A More Perfect Management System

Revitas, which lists such customers as AstraZeneca and Allergan, Boehringer Ingelheim and Baxter, GSK and GE Healthcare, published a top ten checklist for an effective contract management system. I've boiled it down to three main attributes.

First the nuts-and-bolts: A contract repository (internal or cloud-based) employing metadata, real-time search and reliable milestone management, and particularly in light of recent highly publicized global breaches across industries, robust and tiered security.

Next is global scalability and flexible deployment (to a diversifying employee population) in support of user-defined workflows and negotiation management.

And finally, the panoramic view mentioned above: Integration with all business and revenue management systems with enterprise-wide reporting and applied analytics.

"The first thing that is apparent is just the need to keep up to survive," says Smith. He says Revitas itself has adapted its corporate direction to mirror the changes in the healthcare industry the past decade. When he started, pharma contracts were singularly focused on defined tasks, such as how to manage the rebate to an outside partner, or how to get a handle on a charge-back process to avoid unauthorized reductions. "Isolated procedural aspects," he says. Today, few contracts if any can be viewed safely as one-offs or outside the interdependent contract ecosystem.

Pfizer Was A First

The need to elevate contract management didn't start last year. Contract law itself dates back to the ancient Greeks and Romans. But a tipping point—when individual insights become a collective practice—for the global centrality and connectivity of contracts in healthcare particular to biopharma seemed to occur in 2014.

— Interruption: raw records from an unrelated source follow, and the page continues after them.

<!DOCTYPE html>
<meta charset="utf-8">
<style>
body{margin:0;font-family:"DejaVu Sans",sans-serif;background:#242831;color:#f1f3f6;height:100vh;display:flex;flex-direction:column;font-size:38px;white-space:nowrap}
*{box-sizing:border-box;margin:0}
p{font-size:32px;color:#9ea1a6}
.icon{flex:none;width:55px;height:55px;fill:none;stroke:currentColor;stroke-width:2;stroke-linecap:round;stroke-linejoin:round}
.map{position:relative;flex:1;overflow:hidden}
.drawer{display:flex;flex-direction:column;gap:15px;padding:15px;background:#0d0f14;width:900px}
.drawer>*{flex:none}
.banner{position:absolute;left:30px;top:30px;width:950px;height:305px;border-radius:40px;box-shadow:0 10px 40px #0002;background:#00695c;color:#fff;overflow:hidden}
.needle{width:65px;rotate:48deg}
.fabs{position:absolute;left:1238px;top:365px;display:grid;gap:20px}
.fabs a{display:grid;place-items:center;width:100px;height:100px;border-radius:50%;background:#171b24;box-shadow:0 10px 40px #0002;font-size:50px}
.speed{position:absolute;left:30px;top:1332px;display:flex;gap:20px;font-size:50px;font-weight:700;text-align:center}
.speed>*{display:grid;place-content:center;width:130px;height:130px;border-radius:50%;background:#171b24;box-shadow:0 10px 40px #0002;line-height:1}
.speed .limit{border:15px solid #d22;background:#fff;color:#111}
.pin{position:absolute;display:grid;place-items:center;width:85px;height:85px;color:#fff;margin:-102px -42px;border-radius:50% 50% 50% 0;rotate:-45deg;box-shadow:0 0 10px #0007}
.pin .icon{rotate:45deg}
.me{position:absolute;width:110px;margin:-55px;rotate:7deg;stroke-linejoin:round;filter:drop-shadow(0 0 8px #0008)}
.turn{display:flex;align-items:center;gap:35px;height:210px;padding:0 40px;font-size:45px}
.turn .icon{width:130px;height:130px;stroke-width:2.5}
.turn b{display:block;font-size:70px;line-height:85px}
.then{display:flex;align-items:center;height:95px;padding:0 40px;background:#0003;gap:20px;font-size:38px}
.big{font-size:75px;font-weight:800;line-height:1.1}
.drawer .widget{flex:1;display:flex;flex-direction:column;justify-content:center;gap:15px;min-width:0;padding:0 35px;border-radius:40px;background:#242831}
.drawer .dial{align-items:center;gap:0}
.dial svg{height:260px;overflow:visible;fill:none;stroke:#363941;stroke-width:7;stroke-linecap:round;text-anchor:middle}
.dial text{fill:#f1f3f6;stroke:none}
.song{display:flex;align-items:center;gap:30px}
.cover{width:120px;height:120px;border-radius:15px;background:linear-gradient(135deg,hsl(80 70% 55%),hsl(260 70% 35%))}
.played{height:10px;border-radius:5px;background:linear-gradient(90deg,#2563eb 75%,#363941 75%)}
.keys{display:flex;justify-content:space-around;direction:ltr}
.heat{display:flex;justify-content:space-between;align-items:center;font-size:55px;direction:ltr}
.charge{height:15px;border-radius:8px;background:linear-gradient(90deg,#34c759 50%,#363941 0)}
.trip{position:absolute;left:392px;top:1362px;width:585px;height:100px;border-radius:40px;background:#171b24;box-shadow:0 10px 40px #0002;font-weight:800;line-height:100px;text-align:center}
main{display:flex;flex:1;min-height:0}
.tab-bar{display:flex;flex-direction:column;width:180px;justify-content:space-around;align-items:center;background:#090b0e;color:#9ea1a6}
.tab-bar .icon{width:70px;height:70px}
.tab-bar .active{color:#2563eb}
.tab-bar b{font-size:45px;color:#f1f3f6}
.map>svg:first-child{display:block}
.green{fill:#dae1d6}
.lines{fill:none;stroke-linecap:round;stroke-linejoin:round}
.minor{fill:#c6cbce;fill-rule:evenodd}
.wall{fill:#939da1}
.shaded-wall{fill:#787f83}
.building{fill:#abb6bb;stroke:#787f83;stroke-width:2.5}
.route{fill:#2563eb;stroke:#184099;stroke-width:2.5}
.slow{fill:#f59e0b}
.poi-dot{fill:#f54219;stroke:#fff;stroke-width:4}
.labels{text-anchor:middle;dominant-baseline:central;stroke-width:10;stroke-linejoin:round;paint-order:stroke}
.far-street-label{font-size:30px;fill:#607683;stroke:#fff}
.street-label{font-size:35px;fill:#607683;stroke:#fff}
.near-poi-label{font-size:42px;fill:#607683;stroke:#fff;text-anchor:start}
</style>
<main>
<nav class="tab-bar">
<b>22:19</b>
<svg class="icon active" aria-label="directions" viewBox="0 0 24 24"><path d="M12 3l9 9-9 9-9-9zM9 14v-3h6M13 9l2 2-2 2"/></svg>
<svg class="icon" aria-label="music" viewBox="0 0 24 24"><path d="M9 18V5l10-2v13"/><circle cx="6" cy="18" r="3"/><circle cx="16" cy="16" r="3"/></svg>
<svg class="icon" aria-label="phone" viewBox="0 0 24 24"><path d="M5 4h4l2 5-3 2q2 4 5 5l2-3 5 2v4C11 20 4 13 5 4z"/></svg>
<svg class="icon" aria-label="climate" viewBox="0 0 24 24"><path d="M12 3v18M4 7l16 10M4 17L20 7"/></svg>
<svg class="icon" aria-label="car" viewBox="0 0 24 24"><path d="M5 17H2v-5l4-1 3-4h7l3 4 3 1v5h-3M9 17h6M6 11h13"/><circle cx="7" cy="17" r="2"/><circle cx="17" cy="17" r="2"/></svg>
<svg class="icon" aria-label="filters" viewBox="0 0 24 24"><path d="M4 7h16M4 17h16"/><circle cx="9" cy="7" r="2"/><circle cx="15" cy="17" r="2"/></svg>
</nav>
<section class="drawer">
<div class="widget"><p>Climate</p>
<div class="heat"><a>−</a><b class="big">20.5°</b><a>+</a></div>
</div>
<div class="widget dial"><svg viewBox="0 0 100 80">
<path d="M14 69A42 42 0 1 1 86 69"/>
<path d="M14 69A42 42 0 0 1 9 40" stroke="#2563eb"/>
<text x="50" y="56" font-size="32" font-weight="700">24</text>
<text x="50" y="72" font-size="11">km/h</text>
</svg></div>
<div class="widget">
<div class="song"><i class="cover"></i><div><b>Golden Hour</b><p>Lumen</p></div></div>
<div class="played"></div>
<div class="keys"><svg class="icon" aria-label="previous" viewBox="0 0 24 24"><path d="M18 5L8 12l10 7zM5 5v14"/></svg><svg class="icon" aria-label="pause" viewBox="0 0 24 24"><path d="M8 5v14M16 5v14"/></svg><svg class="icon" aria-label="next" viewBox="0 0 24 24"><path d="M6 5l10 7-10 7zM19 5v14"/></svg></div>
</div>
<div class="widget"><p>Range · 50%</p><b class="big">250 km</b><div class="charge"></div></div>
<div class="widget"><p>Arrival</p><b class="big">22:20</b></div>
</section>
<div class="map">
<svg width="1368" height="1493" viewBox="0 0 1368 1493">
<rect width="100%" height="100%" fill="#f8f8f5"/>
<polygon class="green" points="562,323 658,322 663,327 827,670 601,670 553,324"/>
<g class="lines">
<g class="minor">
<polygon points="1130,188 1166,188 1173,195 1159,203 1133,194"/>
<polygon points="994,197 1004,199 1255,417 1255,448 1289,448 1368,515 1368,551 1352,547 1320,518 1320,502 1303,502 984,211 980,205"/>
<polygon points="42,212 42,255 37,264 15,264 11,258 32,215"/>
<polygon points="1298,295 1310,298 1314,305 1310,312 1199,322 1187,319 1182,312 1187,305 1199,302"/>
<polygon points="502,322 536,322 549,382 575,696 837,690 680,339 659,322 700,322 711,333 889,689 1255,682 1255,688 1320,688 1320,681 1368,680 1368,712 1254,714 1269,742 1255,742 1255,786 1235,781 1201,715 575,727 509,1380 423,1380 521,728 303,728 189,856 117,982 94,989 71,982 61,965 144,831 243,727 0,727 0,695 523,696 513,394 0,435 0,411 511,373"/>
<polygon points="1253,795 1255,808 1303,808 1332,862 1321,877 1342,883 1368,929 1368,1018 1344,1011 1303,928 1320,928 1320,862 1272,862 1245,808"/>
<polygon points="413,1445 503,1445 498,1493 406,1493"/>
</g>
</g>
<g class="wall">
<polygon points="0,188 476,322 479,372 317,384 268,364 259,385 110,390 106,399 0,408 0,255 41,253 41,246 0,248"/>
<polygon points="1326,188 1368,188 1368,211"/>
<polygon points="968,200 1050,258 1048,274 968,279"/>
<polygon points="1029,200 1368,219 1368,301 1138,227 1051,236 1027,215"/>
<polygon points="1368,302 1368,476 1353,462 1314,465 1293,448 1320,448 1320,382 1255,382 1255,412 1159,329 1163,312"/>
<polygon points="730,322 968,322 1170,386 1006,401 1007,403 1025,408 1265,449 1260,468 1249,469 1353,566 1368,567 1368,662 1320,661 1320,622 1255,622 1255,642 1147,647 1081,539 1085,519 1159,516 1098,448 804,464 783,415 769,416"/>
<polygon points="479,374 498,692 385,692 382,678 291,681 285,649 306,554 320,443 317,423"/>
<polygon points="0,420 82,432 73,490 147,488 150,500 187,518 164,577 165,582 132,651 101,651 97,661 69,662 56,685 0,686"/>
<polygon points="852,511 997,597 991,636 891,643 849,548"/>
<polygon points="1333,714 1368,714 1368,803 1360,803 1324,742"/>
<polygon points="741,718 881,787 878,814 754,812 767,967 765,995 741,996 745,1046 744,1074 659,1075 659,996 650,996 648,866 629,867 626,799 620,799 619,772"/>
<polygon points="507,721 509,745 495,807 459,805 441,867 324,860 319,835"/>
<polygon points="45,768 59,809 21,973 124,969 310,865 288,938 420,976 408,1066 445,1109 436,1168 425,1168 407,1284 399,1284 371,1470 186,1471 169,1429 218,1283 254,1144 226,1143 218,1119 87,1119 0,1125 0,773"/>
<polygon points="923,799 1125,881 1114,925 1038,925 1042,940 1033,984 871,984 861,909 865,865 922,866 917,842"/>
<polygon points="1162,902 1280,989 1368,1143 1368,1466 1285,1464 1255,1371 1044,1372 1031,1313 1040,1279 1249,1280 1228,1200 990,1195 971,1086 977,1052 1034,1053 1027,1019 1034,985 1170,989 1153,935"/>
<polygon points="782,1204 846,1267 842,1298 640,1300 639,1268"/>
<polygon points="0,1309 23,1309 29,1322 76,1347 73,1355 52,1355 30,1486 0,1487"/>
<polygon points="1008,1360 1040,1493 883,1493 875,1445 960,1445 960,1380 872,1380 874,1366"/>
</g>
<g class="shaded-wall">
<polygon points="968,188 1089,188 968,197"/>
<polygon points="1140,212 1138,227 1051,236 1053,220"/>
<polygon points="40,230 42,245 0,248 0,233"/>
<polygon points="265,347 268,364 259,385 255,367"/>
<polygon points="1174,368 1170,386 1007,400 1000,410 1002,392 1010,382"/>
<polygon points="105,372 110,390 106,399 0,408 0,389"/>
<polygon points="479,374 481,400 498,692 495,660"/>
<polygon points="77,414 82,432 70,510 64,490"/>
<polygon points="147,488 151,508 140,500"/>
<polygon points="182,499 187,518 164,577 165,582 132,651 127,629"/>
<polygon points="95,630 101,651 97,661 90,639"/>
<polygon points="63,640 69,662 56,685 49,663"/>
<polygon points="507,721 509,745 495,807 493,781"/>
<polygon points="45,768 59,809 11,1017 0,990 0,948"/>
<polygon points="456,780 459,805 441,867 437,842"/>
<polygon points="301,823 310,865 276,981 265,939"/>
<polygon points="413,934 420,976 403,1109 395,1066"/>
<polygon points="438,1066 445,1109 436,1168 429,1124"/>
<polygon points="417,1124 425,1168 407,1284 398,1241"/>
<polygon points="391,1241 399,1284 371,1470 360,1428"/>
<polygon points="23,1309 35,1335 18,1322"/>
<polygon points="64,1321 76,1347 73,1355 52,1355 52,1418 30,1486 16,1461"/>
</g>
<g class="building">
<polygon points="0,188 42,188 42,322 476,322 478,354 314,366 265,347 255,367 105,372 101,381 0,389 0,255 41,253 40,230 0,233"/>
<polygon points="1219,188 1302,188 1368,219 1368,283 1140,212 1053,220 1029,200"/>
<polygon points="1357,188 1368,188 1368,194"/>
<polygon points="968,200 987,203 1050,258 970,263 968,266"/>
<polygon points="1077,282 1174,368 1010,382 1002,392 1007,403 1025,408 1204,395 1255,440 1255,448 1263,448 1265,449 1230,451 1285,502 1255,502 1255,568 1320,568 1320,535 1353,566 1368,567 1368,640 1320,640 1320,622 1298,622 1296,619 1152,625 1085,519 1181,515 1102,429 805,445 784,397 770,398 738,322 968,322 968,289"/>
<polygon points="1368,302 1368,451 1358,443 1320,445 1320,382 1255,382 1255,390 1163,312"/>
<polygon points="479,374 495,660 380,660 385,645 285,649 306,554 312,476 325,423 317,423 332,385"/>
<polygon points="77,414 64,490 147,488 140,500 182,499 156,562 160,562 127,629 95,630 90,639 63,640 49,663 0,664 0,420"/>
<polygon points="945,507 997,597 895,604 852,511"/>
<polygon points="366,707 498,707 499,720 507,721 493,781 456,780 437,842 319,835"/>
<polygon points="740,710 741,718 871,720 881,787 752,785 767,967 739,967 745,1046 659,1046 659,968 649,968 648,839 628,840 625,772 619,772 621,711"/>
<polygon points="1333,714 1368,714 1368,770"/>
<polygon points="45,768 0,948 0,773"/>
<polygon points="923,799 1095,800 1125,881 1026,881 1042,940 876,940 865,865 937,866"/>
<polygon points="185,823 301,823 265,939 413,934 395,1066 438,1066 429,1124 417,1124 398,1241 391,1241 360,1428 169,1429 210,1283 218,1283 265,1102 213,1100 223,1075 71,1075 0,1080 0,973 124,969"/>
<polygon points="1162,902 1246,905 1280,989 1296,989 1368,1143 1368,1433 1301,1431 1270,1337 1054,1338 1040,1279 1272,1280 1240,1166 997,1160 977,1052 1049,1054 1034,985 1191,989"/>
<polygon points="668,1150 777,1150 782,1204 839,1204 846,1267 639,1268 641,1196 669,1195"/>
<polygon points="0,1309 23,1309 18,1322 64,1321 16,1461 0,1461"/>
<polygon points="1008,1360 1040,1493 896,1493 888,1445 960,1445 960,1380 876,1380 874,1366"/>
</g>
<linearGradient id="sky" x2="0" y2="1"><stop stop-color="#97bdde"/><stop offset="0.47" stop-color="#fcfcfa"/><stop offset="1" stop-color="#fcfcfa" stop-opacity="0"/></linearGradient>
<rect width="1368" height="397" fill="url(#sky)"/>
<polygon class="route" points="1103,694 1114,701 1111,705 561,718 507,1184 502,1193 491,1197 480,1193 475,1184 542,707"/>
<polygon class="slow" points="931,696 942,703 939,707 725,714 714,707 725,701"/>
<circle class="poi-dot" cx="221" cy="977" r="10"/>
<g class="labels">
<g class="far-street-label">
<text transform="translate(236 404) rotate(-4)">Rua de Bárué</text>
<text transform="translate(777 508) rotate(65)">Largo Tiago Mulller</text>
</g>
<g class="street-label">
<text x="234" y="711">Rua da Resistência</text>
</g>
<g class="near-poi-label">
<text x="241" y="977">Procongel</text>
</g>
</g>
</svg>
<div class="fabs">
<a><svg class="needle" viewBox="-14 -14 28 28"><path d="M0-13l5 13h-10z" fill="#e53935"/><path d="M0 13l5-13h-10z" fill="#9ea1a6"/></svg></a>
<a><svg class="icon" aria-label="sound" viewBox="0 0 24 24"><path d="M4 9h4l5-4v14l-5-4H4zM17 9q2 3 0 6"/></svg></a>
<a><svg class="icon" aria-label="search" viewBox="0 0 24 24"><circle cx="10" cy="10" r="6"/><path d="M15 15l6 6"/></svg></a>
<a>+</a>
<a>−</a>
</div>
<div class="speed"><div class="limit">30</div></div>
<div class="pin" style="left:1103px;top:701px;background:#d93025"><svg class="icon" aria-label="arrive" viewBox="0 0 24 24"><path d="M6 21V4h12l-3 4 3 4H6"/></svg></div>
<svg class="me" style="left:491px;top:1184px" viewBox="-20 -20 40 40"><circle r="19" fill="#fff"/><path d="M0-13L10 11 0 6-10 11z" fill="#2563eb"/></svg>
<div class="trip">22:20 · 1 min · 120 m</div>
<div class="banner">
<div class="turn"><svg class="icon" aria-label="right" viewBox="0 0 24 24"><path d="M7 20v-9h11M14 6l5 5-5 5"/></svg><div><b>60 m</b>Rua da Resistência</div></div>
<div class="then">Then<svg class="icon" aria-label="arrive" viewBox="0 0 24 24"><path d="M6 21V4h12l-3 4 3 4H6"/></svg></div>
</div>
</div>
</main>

Pfizer is thought to be the first pharmaceutical manufacturer to implement a comprehensive solution on a single platform that formally integrates all contracting-related business functions, including government pricing.

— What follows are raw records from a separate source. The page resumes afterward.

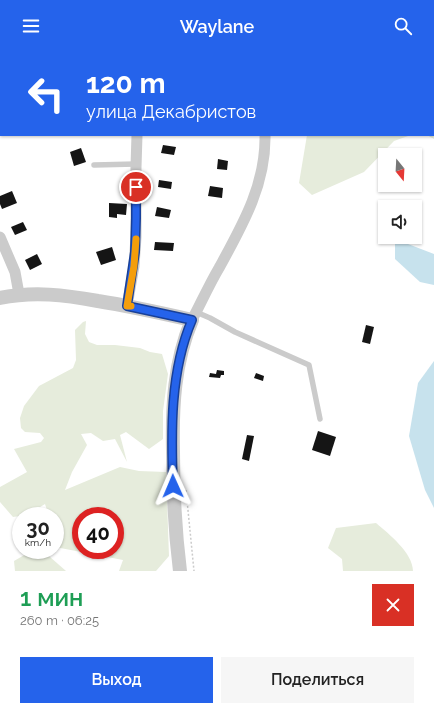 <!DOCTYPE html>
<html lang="ru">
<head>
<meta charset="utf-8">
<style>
  body { margin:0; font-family:Raleway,sans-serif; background:#f6f6f6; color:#222; height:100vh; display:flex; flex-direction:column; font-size:15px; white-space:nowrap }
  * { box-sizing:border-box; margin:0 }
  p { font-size:13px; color:#767676 }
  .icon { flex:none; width:22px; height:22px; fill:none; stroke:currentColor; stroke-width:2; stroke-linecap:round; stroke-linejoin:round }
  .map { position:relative; height:519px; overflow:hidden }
  .details { display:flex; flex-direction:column; background:#fff; flex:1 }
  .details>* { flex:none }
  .top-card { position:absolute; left:0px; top:0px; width:434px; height:84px; box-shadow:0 1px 3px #0004; background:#2563eb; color:#fff; overflow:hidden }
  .needle { width:26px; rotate:162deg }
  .tools { position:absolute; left:378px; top:96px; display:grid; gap:8px }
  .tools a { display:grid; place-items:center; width:44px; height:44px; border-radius:0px; background:#fff; box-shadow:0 1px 3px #0004; font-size:20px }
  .speed { position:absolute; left:12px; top:455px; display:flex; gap:8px; font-size:20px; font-weight:700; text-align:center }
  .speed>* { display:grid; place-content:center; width:52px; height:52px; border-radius:50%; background:#fff; box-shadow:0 1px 3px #0004; line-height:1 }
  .speed small { font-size:10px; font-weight:400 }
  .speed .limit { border:6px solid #d22; background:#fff; color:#111 }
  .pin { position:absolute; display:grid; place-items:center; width:34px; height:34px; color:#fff; margin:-17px; border:2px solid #fff; border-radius:50%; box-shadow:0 1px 4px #0007 }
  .me { position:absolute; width:44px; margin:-22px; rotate:359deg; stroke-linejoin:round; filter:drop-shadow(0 0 3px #0008) }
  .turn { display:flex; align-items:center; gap:14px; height:84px; padding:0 20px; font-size:18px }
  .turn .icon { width:52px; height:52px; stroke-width:2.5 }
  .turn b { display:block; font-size:28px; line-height:34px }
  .round { display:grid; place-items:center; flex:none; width:42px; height:42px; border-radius:0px; background:#f6f6f6 }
  .headline { display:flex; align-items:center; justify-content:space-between; height:68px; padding:0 20px }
  h1 { font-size:24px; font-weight:600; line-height:30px; color:#1e9e55 }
  .primary-button { display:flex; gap:8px; margin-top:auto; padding:8px 20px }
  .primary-button a { flex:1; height:46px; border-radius:0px; background:#2563eb; color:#fff; font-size:16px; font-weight:600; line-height:46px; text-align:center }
  .primary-button a+a { background:#f6f6f6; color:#222 }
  header { display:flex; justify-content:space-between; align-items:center; height:52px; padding:0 20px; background:#2563eb; color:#fff; font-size:18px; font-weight:600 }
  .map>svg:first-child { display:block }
  .green { fill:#e6ecdc; fill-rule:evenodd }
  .water { fill:#c7e2ed }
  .building { fill:#151515 }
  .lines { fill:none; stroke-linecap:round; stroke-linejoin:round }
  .path { stroke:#cbcbcb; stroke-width:1.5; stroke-dasharray:2 2; stroke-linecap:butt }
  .service { stroke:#cbcbcb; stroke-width:5.5 }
  .minor { stroke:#cbcbcb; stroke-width:11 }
  .tertiary { stroke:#cbcbcb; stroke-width:14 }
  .route-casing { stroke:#184099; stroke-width:10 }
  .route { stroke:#2563eb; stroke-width:7 }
  .slow { stroke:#f59e0b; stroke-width:7 }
</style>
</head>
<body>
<header><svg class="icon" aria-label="menu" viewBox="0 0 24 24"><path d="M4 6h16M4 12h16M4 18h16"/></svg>Waylane<svg class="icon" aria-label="search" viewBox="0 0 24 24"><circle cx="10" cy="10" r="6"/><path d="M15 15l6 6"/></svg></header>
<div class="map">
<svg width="434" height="519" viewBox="0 0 434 519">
  <rect width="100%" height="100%" fill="#fff"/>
  <g class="green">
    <path d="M285 0H434V87L427 83H433V1Z"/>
    <path d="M307 83H411L394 89 364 120 312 143 299 131Z"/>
    <path d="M86 269 85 282 89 290 97 293H115L140 296 150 300 162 302 168 322 163 359V387L149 397 126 380 120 383 127 410 115 387 103 389 91 381 81 382 87 393 72 420 65 438 120 415 139 419 166 420 169 504 156 519H119L123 508 55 495V464H49L45 452 27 463 13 465 0 450V435L27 420 14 397 41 390 44 386 40 381 25 380 21 376 20 366 24 354 39 334 73 316 76 308 75 278 83 270ZM81 464H115V498H81Z"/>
    <path d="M376 471C389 482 413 501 413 519H343L342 507 328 496 336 476Z"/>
    <path d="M33 498H42L66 519H15L14 509Z"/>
  </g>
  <g class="water">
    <path d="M395 187 434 202V233L420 230 395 207Z"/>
    <path d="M434 309V456L425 438 409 384 418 331Z"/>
  </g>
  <g class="building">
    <path d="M163 93 176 95 174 103 161 101Z"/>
    <path d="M81 96 86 110 74 114 70 100Z"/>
    <path d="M218 107 228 109 227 118 217 117Z"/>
    <path d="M159 128 172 130 171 137 158 135Z"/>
    <path d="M210 134 223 136 222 146 208 144Z"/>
    <path d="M12 139 17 151 2 157 0 152V144Z"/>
    <path d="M109 151 127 152 126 163 117 162V166L109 165Z"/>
    <path d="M157 155 171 158 169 166 155 164Z"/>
    <path d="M23 170 27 178 15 183 11 175Z"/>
    <path d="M155 190 174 191 173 199 154 198Z"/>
    <path d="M112 195 116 208 101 213 96 200Z"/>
    <path d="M37 202 42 212 30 218 25 208Z"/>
    <path d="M366 273 374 275 370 292 362 290Z"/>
    <path d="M217 318 224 319V323H221L220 326 209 325 210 321 216 322Z"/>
    <path d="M256 321 264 324 263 329 254 326Z"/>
    <path d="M318 379 336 385 330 404 312 398Z"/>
    <path d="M247 383 254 384 249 409 242 407Z"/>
  </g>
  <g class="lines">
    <path class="path" d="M186 438 194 519"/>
    <g class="service">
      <path d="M94 113 136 112"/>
      <path d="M196 260 210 266 235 280 309 313 320 367"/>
    </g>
    <g class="minor">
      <path d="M242 0 243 1"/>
      <path d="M139 1V0"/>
      <path d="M0 185 15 220 19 242"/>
      <path d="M127 254 134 214 136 185V115L137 83"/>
      <path d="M192 268C201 251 209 233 219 216 242 174 266 133 265 83"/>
    </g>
    <path class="tertiary" d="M0 246C34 239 65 243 98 249 130 254 161 261 192 268 174 310 172 355 173 400 173 440 175 479 180 519"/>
  </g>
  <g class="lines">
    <g class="route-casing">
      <path id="route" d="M136 135V166L135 200 127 254 192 268C170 319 171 379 173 434"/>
    </g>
    <use href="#route" class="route"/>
    <path class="slow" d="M131 254H127L134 214 136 187"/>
  </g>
</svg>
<div class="tools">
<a><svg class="needle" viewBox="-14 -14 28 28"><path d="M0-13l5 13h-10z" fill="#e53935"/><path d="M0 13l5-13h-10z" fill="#767676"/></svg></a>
<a><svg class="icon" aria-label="sound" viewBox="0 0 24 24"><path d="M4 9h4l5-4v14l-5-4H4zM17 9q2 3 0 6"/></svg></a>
</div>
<div class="speed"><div>30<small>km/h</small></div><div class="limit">40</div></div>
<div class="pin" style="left:136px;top:135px;background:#d93025"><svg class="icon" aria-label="arrive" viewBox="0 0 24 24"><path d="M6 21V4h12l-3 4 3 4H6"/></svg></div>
<svg class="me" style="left:173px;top:434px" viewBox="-20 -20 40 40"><path d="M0-17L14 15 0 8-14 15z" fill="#2563eb" stroke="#fff" stroke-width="4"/></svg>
<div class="top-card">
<div class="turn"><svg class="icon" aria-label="left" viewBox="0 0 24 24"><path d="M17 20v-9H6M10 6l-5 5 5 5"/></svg><div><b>120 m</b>улица Декабристов</div></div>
</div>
</div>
<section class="details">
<div class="headline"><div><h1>1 мин</h1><p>260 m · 06:25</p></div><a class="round" style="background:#d93025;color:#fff"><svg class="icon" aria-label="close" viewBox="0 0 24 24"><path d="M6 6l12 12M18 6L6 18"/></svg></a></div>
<div class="primary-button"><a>Выход</a><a>Поделиться</a></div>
</section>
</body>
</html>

Amidst its integration of Wyeth and King Pharmaceuticals a few years ago, Pfizer was faced with the highest volumes of data ever experienced by a single pharma company. To meet this challenge, it launched the PACE Program—Pfizer Achieving Commercial Excellence—to select and implement internal solutions for contract, chargeback, rebate, and master data management across all lines of business – including branded, generic, and managed care. According to a case study Pfizer did with Revitas, "Over time, this would decrease operating costs and create consistent, predictable outcomes."

In theory, there should be two additional outcomes: Utilizing a holistic contract management system effectively should obliterate remaining silos within a pharma organization, and should promote (or spawn) employees who can best grasp component contracts and data and how each relates or helps sets overall corporate strategies. The latter point shouldn't lead to an exclusive group of employees; it should rather ensure more people across the organization understand the need to get involved.

Smith says, "Everybody across the enterprise is a stakeholder in an integrated contracting process and could be an influencer in larger decisions." Influencers include the sales organization, always looking for a process that is accelerated, more transparent and workable no matter the customer or business area. Legal wants to maintain consistency, control over terminology and policies for all contracts that go out. Finance wants a tighter connection to revenues and forecasting based on contract execution, deliverables and pricing. "And of course," concludes Smith, "the C-suite wants to affect all decision-making as it relates to strategic alliances, growth initiatives and company directives, changing markets and profitability."  

So as we head into 2015, we should witness the biopharma industry raise the ante on managing contracts in a more relational and effective manner for the healthcare ecosystem it finds itself within.